Hérica saiu com amigos para uma festa no bairro Jardim América, ainda no sábado, 11, de acordo com a irmã, Patrícia Castro de Oliveira, 33. Na terça-feira,14, ela ainda não havia retornado. "A gente sentiu falta porque percebemos que ela não tinha levado a bolsinha de maquiagens. Pensamos logo que tinha acontecido alguma coisa", narra.

A irmã e a mãe de Hérica buscaram informações na região, mas não conseguiram nenhum detalhe preciso sobre as agressões. "Tem um bar na esquina e um rapaz, muito debochado, disse que uma travesti apanhou 'até dizer chega'. Eu respondi que era minha irmã e ele não sabia o que era a dor da família", relata. O caso está sendo acompanhado pela Coordenadoria de Políticas para Diversidade Sexual, por meio do Centro de Referência LGBT Janaína Dutra.
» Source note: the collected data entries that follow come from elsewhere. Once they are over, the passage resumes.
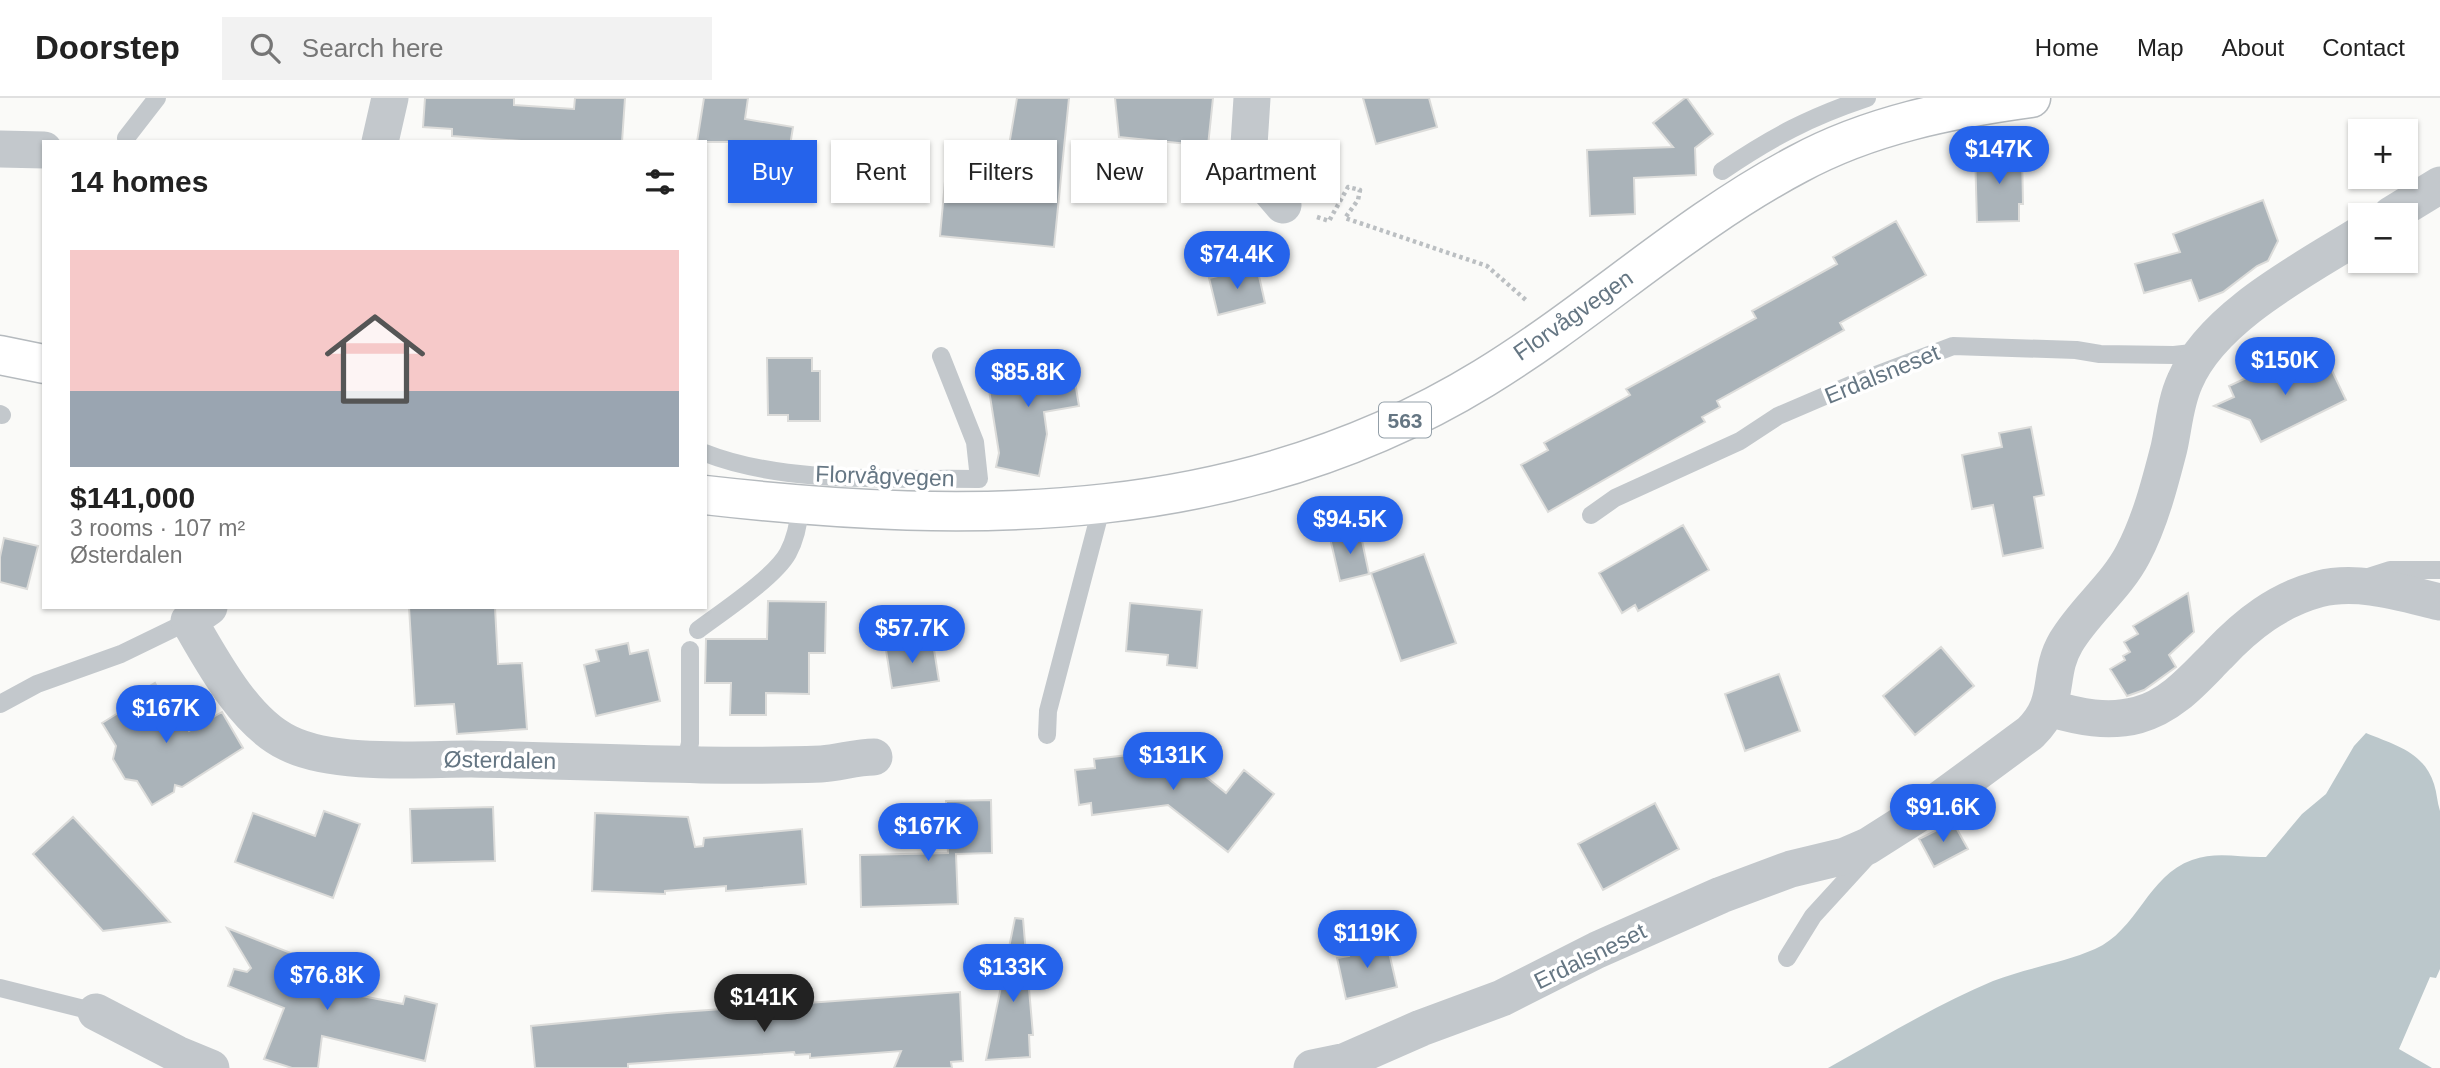 <!DOCTYPE html>
<meta charset="utf-8">
<style>
body{margin:0;font-family:Helvetica,sans-serif;background:#f2f2f2;color:#222;height:100vh;display:flex;flex-direction:column;font-size:26px;white-space:nowrap}
*{box-sizing:border-box;margin:0}
p{font-size:23px;color:#767676}
.icon{flex:none;width:38px;height:38px;fill:none;stroke:currentColor;stroke-width:2;stroke-linecap:round;stroke-linejoin:round}
.map{position:relative;flex:1;overflow:hidden}
.side{position:absolute;left:42px;top:42px;width:665px;height:469px;display:flex;flex-direction:column;background:#fff;border-radius:0px;box-shadow:0 2px 5px #0004}
.side>*{flex:none}
.hud{position:absolute;left:728px;top:42px;width:665px;height:63px;display:flex;gap:14px}
.buttons{position:absolute;left:2348px;top:21px;display:grid;gap:14px}
.buttons a{display:grid;place-items:center;width:70px;height:70px;border-radius:0px;background:#fff;box-shadow:0 2px 5px #0004;font-size:35px}
.price{position:absolute;translate:-50% -60px;padding:0 16px;border-radius:24px;background:#2563eb;color:#fff;font-size:23px;line-height:46px;filter:drop-shadow(0 2px 4px #0008)}
.price::after{content:'';position:absolute;left:50%;top:42px;width:21px;height:16px;margin-left:-10px;background:inherit;clip-path:polygon(0 0,100% 0,50% 100%)}
.price.selected{background:#222;color:#fff}
ul{padding:0;list-style:none}
li{display:grid;align-content:center;gap:14px;height:371px;padding:0 28px}
li span{display:grid;place-items:center;height:217px;border-radius:0px;color:#555}
li>.icon{margin-inline-start:auto}
span .icon{width:126px;height:126px;fill:#fffc;stroke-width:1}
li b{font-size:30px}
h2{display:flex;justify-content:space-between;align-items:center;height:84px;padding:0 28px;font-size:30px}
.tag{padding:0 24px;border-radius:0px;background:#fff;box-shadow:0 2px 5px #0004;font-size:24px;line-height:63px}
.tag.selected{background:#2563eb;color:#fff}
header{display:flex;align-items:center;gap:42px;box-sizing:border-box;height:98px;padding:0 35px;background:#fff;border-bottom:2px solid #e0e0e0}
header strong{font-size:33px}
nav{display:flex;gap:38px;margin-inline-start:auto;font-size:24px}
.search{width:490px;height:63px;background:#f2f2f2;display:flex;align-items:center;gap:18px;box-sizing:border-box;padding:0 24px;border-radius:0px;color:#767676;font-size:26px}
.map>svg:first-child{display:block}
.water{fill:#bbc7cb}
.building{fill:#aab3b9;stroke:#dcdcda;stroke-width:2}
.lines{fill:none;stroke-linecap:round;stroke-linejoin:round}
.primary-casing{stroke:#b5babe;stroke-width:41}
.path{stroke:#bbbfc2;stroke-width:4.5;stroke-dasharray:3.5 3.5;stroke-linecap:butt}
.lane{stroke:#c3c8cc;stroke-width:18}
.street{stroke:#c3c8cc;stroke-width:37}
.primary{stroke:#fff;stroke-width:38}
.labels{text-anchor:middle;dominant-baseline:central;stroke-width:7;stroke-linejoin:round;paint-order:stroke}
.shield{fill:#fff;stroke:#939fa8;stroke-width:2}
.shield-label{font-size:21px;font-weight:bold;fill:#657683}
.street-label{font-size:23px;fill:#657683;stroke:#fff}
</style>
<header>
<strong>Doorstep</strong>
<div class="search"><svg class="icon" aria-label="search" viewBox="0 0 24 24"><circle cx="10" cy="10" r="6"/><path d="M15 15l6 6"/></svg>Search here</div>
<nav><a>Home</a><a>Map</a><a>About</a><a>Contact</a></nav>
</header>
<div class="map">
<svg width="2440" height="970" viewBox="0 0 2440 970">
<rect width="100%" height="100%" fill="#fafaf8"/>
<!-- water -->
<path class="water" d="M2366,635C2395,647 2424,654 2434,686C2437,695 2437,704 2440,713V871L2436,880L2430,879L2399,951L2432,970H1828C1882,940 1936,907 1993,883C2026,870 2063,865 2095,851C2137,833 2148,777 2192,762C2217,753 2240,760 2266,759L2302,716L2326,696L2354,648Z"/>
<!-- building -->
<path class="building" d="M425,0H514V7L574,11L575,0H625L622,44H534L452,38V31L423,29Z
M704,0H748L745,21L793,29L790,48L799,50L793,82L734,74L739,44H697Z
M1017,0H1069L1054,149L940,138L946,72L1004,77Z
M1115,0H1213L1208,48L1119,39Z
M1363,0H1429L1437,29L1376,46Z
M1685,0H1687L1713,36L1695,50L1696,77L1634,80L1635,116L1590,118L1587,52L1673,49L1653,25Z
M2022,54L2023,106H2019V123L1977,124L1975,55Z
M2263,102L2278,143L2268,163L2257,168L2223,194L2199,203L2191,182L2144,195L2135,166L2180,154L2173,136Z
M1896,123L1926,177L1840,225L1844,232L1717,303L1720,309L1702,319L1705,324L1548,414L1521,367L1548,352L1544,345L1630,297L1626,291L1756,220L1752,213L1837,166L1833,159Z
M1257,169L1265,205L1218,217L1209,180Z
M2324,256L2346,302L2261,344L2250,322L2214,308L2234,299L2229,288L2276,266L2281,277Z
M1071,259L1079,308L1044,314L1047,336L1039,378L996,369L999,355L986,273Z
M767,260H812V273H820V323H788V317H768Z
M2031,329L2044,397L2034,399L2043,450L2003,458L1993,407L1972,411L1962,357L2002,349L1999,335Z
M1683,427L1709,472L1638,513L1635,507L1622,515L1599,475Z
M1360,433L1369,476L1340,483L1330,440Z
M4,440L38,448L27,491L0,484V459Z
M1424,456L1456,545L1401,563L1371,475Z
M2188,495L2194,534L2169,557L2176,569L2144,592L2127,598L2110,571L2125,562L2123,558L2130,554L2124,544L2138,536L2133,528Z
M768,503L826,504L825,555H809V596L766,595V617H730L731,585H705L706,541H767Z
M1130,505L1202,512L1197,570L1167,567L1168,557L1126,553Z
M409,509H495L498,566L522,565L527,631L457,636L454,606L415,608Z
M628,545L630,556L648,552L660,603L596,618L584,567L599,563L596,552Z
M918,545V547L933,545L939,583L892,590L886,552Z
M1941,549L1974,588L1915,637L1883,598Z
M1779,576L1800,633L1745,653L1725,596Z
M155,585L174,619L179,616L189,633L222,614L243,650L182,689L175,687L174,694L152,707L137,683L125,681L113,661L116,648L102,625L123,612L120,606Z
M1163,644L1226,695L1244,672L1274,696L1228,754L1168,707L1092,717L1091,705L1079,707L1075,672L1095,670L1094,661L1154,654Z
M991,702L992,755L956,756L958,806L861,809L860,757L948,755L946,703Z
M1655,705L1679,751L1603,792L1578,746Z
M493,709L495,763L412,765L410,711Z
M324,713L360,726L333,800L235,764L253,715L315,738Z
M595,715L688,719L695,749L703,748L704,740L802,731L806,786L726,793V788L665,793V796L592,793Z
M73,719L140,791L170,824L103,833L33,756Z
M1953,724L1968,751L1934,769L1919,741Z
M1015,820L1023,821L1033,937H1029L1030,959L986,962Z
M227,830L296,857L286,883L403,906L405,898L437,906L425,963L322,938L318,970H292L264,961L284,910L228,888L234,871L247,874L251,870Z
M1386,841L1397,889L1346,901L1337,860L1349,858L1347,850Z
M960,894L963,963L951,964L952,970H894L901,953L810,960V956L795,957L794,954L628,966V970H535L531,928L667,915Z"/>
<g class="lines">
<!-- primary casing -->
<g class="primary-casing">
<path id="primary" d="M0,257L44,266
M705,397C976,428 1244,427 1484,280C1592,214 1686,125 1798,66C1870,27 1951,11 2031,0"/>
</g>
<!-- path -->
<path class="path" d="M1317,119L1329,123L1348,89L1360,92L1358,102L1345,120L1487,168L1527,203"/>
<!-- lane -->
<path class="lane" d="M127,44L126,40L157,0
M1722,73C1772,39 1810,19 1867,0
M0,316L2,317
M705,355C783,386 895,380 979,381L975,344L941,258
M1591,417L1615,400L1740,343L1778,318L1855,285L1953,248L2076,252L2100,256L2174,257L2201,254
M2365,480L2390,472H2440
M698,532C722,514 775,479 788,455C796,440 799,424 800,408
M0,606L37,586L121,556L189,523
M1047,637L1048,613L1102,407
M685,666L690,645V552
M1787,860L1813,818L1867,759
M0,890L96,914"/>
<!-- street -->
<path class="street" d="M1252,0L1249,47L1253,72L1283,107
M380,44L390,0
M0,51L44,52
M2391,117L2440,87
M209,509L189,523C212,563 245,625 288,645C334,668 420,661 471,661C588,663 705,670 821,666C839,665 856,659 874,659
M2049,610C2079,619 2108,625 2138,617C2172,608 2195,580 2218,557C2247,526 2278,502 2319,491C2358,481 2402,495 2440,504
M96,914L177,956L211,970
M1312,970L1346,963L1421,930L1502,900L1597,852L1721,797L1791,771L1845,758L1868,748L1931,708L2030,635C2063,603 2046,578 2066,544C2085,512 2116,489 2133,456C2150,424 2160,385 2169,350C2174,328 2175,305 2185,283C2212,219 2303,172 2361,136"/>
<!-- primary -->
<use href="#primary" class="primary"/>
</g>
<g class="labels">
<!-- shield labels -->
<rect class="shield" x="1379" y="304.5" width="52" height="35" rx="5"/>
<g class="shield-label">
<text x="1405" y="322">563</text>
</g>
<!-- street labels -->
<g class="street-label">
<text transform="translate(1573 217) rotate(-35)">Florvågvegen</text>
<text transform="translate(1882 276) rotate(-22)">Erdalsneset</text>
<text transform="translate(885 378) rotate(2)">Florvågvegen</text>
<text transform="translate(500 662) rotate(1)">Østerdalen</text>
<text transform="translate(1590 858) rotate(-26)">Erdalsneset</text>
</g>
</g>
</svg>
<div class="buttons">
<a>+</a>
<a>−</a>
</div>
<b class="price" style="left:1999px;top:88px">$147K</b>
<b class="price" style="left:1237px;top:193px">$74.4K</b>
<b class="price" style="left:2285px;top:299px">$150K</b>
<b class="price" style="left:1028px;top:311px">$85.8K</b>
<b class="price" style="left:1350px;top:458px">$94.5K</b>
<b class="price" style="left:912px;top:567px">$57.7K</b>
<b class="price" style="left:166px;top:647px">$167K</b>
<b class="price" style="left:1173px;top:694px">$131K</b>
<b class="price" style="left:1943px;top:746px">$91.6K</b>
<b class="price" style="left:928px;top:765px">$167K</b>
<b class="price" style="left:1367px;top:872px">$119K</b>
<b class="price" style="left:1013px;top:906px">$133K</b>
<b class="price" style="left:327px;top:914px">$76.8K</b>
<b class="price selected" style="left:764px;top:936px">$141K</b>
<div class="hud">
<a class="tag selected">Buy</a>
<a class="tag">Rent</a>
<a class="tag">Filters</a>
<a class="tag">New</a>
<a class="tag">Apartment</a>
</div>
<section class="side">
<h2>14 homes<svg class="icon" aria-label="filters" viewBox="0 0 24 24"><path d="M4 7h16M4 17h16"/><circle cx="9" cy="7" r="2"/><circle cx="15" cy="17" r="2"/></svg></h2>
<ul>
<li><span style="background:linear-gradient(#f6c9c9 65%,#9aa5b1 0)"><svg class="icon" aria-label="home" viewBox="0 0 24 24"><path d="M3 11l9-7 9 7M6 9v11h12V9"/></svg></span><div><b>$141,000</b><p>3 rooms · 107 m²</p><p>Østerdalen</p></div></li>
</ul>
</section>
</div>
"Recebemos a denúncia há dois dias e começamos uma busca ativa pela família para que a denúncia pudesse ser registrada", explica o coordenador do Centro de Referencia LGBT, Tel Cândido.

Segundo Patrícia, ela tentou registrar um Boletim de Ocorrência em uma delegacia da área ainda na quarta-feira, 12. "Fizeram muitas perguntas e eu fui logo embora (sem conseguir fazer o registro). Hoje, a gente foi muito bem tratada, apenas abriram o BO sem perguntar muito", diz.

A família teme as sequelas deixadas pelo espancamento, ainda conforme Patrícia. "Minha mãe está desorientada porque se ela se recuperar vai ser uma criança, perdeu massa encefálica e teve traumatismo craniano. A orelha parece que foi cortada, está cheia de pontos. Não tem nenhuma outra motivação para isso além do fato dela ser travesti, então a gente só queria justiça ", afirma.

Ativista dos Direitos Humanos, Helena Vieira soube do caso por meio das redes sociais e cobra investigação para a agressão. "Deve ter alguma câmera na José Bastos, seja de comércio ou para velocidade de carros. Queremos descobrir o que aconteceu com a Hérica", frisa.

No último dia 31 de janeiro, foi registrado o primeiro assassinato de transexual no Ceará em 2017. Em 2016, 343 pessoas da comunidade LGBT (lésbicas, gays, bissexuais e transexuais) foram assassinadas no Brasil, de acordo com o levantamento do Grupo Gay da Bahia (GGB).

No Ceará, foram 15 assassinatos de pessoas LGBTs no ano passado, ainda conforme os dados do GGB. A Secretaria de Direitos Humanos recebeu 33 denúncias de violência contra LGBTs no Ceará, por meio do disque denúncia, no ano de 2016.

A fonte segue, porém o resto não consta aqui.